17: The Athenaeum, 7 June 1862, p. 765; 'Art and Science. The Junior Etching Club', The London Review ..., 6 September 1862, p. 218. See also The Lady's Newspaper, 14 June 1862, p. 370. Thanks to Martin Hopkinson for this and many other references!

Three years later, when the volume was re-issued, one journalist stated: 'Of the landscape prints the contributions of Mr Whistler are much the best'. 18 Appropriately, a review in The Sporting Gazette Limited praised: 'two charming aquatic subjects by J. Whistler, though only slight sketches, are highly effective, and display no little artistic ability. They are Plate 7, 'The Angler', in illustration of Reynolds' 'Angler's Saliloquy' [sic] and 45 'River scene', to which Charles Mackay's pleasing verses gave birth.' 19

18: Pall Mall Gazette, 18 December 1865. See also The Standard, 25 December 1865, p. 6.

19: Morning Post, London, 19 December 1865, p. 2; The Sporting Gazette Limited, 6 January 1866, p. 3.

EXHIBITIONS

Surprisingly few exhibitions are recorded, possibly because it was published in book form. Impressions appeared in two exhibitions organised by private clubs, at the Union League Club in New York in 1881 as 'The Thames' - probably lent by Samuel Putnam Avery (1822-1904) (Graphic with a link to impression #K0860501). 20 - and in the exhibition organised by the Caxton Club in Chicago in 1900 as 'Sketching', lent by Howard Mansfield (1849-1938). 21

20: New York 1881 (cat. no. 97).

21: Chicago 1900 (cat. no. 64).

It was also represented in print dealers' shows, in New York at H. Wunderlich & Co. in 1898 (Graphic with a link to impression #K0860203) and 1903, and in London at Obach & Co. in 1903. 22

22: See REFERENCES: EXHIBITIONS.

Finally, it was exhibited after Whistler's death, in the Grolier Club in New York in 1904 and - lent by Henry Studdy Theobald (1847-1934)- in the Whistler Memorial show in London in 1905. 23

23: New York 1904a (cat. no. 71); London Mem. 1905 (cat. no. 69).

SALES & COLLECTORS

Few sales are recorded, possibly because it was published - and sold - in book form. At auction at Sotheby's, 12 June 1877 (lot 100), one was bought by J.& S. Hogarth for only £0.16.0. Even with its companion, The Punt [82], another impression was sold by Philip Gilbert Hamerton (1834-1894) and bought by 'Parsons' for £1.8.0 at Sotheby's, 25 November 1895 (lot 157).
An impression from the collection of Francis Seymour Haden, Sr (1818-1910) was sold through H. Wunderlich & Co., New York to Charles Lang Freer (1856-1919) in 1898 (Graphic with a link to impression #K0860203). Samuel Putnam Avery (1822-1904) owned an impression in the mid-1870s (Graphic with a link to impression #K0860501).
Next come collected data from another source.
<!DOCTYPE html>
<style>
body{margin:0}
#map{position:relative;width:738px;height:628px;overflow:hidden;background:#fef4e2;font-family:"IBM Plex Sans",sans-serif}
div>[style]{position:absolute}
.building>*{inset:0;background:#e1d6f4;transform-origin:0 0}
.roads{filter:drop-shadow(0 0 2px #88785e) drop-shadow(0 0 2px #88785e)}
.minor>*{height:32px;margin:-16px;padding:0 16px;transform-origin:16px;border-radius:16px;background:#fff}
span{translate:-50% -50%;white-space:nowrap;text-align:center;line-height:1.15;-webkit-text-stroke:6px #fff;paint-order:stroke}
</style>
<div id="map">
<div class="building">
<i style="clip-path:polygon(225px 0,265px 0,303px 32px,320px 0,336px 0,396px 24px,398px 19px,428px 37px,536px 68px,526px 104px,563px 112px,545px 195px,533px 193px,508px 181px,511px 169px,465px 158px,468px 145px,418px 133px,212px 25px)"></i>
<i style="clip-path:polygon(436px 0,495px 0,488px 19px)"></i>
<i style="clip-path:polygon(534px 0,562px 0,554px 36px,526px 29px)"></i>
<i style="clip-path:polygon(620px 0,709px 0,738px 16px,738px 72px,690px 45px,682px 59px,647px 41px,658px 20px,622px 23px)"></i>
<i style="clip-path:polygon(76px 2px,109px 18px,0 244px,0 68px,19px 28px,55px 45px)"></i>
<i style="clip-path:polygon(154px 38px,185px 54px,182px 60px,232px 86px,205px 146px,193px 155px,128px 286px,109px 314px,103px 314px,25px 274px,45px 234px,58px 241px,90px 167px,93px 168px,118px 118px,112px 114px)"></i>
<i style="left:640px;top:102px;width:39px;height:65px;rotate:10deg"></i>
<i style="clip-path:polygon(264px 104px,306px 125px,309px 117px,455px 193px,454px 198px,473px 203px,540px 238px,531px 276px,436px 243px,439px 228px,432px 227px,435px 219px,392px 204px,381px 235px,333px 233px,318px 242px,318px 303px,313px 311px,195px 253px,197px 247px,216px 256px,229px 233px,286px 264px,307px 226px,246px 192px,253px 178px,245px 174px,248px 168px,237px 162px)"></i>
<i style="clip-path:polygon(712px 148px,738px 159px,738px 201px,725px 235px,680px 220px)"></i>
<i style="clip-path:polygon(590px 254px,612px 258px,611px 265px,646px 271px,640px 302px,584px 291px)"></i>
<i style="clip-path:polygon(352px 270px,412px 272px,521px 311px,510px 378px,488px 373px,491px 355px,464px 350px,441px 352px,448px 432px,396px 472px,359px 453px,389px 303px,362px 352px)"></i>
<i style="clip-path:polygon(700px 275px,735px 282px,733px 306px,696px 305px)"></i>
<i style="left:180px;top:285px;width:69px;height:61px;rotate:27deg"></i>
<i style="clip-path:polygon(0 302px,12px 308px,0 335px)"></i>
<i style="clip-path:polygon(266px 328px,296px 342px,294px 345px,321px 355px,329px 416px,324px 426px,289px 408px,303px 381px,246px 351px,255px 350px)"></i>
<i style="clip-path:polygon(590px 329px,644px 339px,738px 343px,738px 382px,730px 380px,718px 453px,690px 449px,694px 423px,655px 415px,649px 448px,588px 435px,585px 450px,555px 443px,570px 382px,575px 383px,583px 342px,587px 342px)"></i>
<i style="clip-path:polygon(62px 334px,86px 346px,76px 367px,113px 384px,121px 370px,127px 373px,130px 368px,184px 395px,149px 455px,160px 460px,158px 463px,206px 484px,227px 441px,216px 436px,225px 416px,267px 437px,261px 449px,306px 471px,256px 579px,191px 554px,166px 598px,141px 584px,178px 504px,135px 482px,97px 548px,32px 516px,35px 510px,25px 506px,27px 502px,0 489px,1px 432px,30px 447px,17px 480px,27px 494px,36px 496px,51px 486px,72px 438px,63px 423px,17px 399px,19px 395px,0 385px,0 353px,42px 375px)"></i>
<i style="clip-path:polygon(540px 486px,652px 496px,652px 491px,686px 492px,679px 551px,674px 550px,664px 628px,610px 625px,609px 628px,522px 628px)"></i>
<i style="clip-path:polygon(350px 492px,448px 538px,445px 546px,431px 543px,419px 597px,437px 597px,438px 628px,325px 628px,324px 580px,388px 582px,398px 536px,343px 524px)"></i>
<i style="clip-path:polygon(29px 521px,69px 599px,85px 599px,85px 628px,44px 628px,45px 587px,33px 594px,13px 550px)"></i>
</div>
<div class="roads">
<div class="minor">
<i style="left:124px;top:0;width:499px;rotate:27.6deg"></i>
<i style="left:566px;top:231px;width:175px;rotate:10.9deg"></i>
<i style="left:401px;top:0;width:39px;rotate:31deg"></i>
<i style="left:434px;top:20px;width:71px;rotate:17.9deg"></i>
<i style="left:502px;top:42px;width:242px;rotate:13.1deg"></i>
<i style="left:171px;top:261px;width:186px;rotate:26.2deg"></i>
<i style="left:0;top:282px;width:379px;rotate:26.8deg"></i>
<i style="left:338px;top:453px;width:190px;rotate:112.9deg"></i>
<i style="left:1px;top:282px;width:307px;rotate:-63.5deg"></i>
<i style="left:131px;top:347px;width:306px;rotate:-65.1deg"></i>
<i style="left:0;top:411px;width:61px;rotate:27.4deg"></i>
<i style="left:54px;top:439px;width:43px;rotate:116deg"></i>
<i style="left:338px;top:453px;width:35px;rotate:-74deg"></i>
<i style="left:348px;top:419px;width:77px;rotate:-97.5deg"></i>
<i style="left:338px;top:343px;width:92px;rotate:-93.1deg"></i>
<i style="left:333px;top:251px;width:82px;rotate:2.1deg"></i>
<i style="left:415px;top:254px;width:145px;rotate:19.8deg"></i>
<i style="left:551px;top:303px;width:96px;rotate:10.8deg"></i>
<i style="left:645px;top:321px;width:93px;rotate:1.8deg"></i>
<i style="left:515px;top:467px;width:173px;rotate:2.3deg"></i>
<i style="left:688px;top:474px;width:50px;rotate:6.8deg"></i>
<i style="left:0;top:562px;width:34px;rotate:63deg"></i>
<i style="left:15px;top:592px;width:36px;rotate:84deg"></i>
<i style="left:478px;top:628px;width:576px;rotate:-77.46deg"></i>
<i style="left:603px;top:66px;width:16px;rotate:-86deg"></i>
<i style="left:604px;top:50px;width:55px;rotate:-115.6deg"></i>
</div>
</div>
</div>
Other early collectors included Charles Deering (1852-1927) (Graphic with a link to impression #K0860402); Emily Mott (fl. 1866) and William A. Sargent (1858-1936) (Graphic with a link to impression #K0860411); and libraries and public collections such as the Victoria & Albert Museum (Graphic with a link to impression #K0860207) and Library of Congress (Graphic with a link to impression #K0860306).

An impression of the first state owned by Henry Graves, Jr. was sold by the American Art Association in 1936, but has not been located. 24

24: Masterpieces of Engraving and Etching ... Collection of Henry Graves, Jr., New York City, Anderson Art Galleries, New York, 3 April 1936 (lot. no. 64).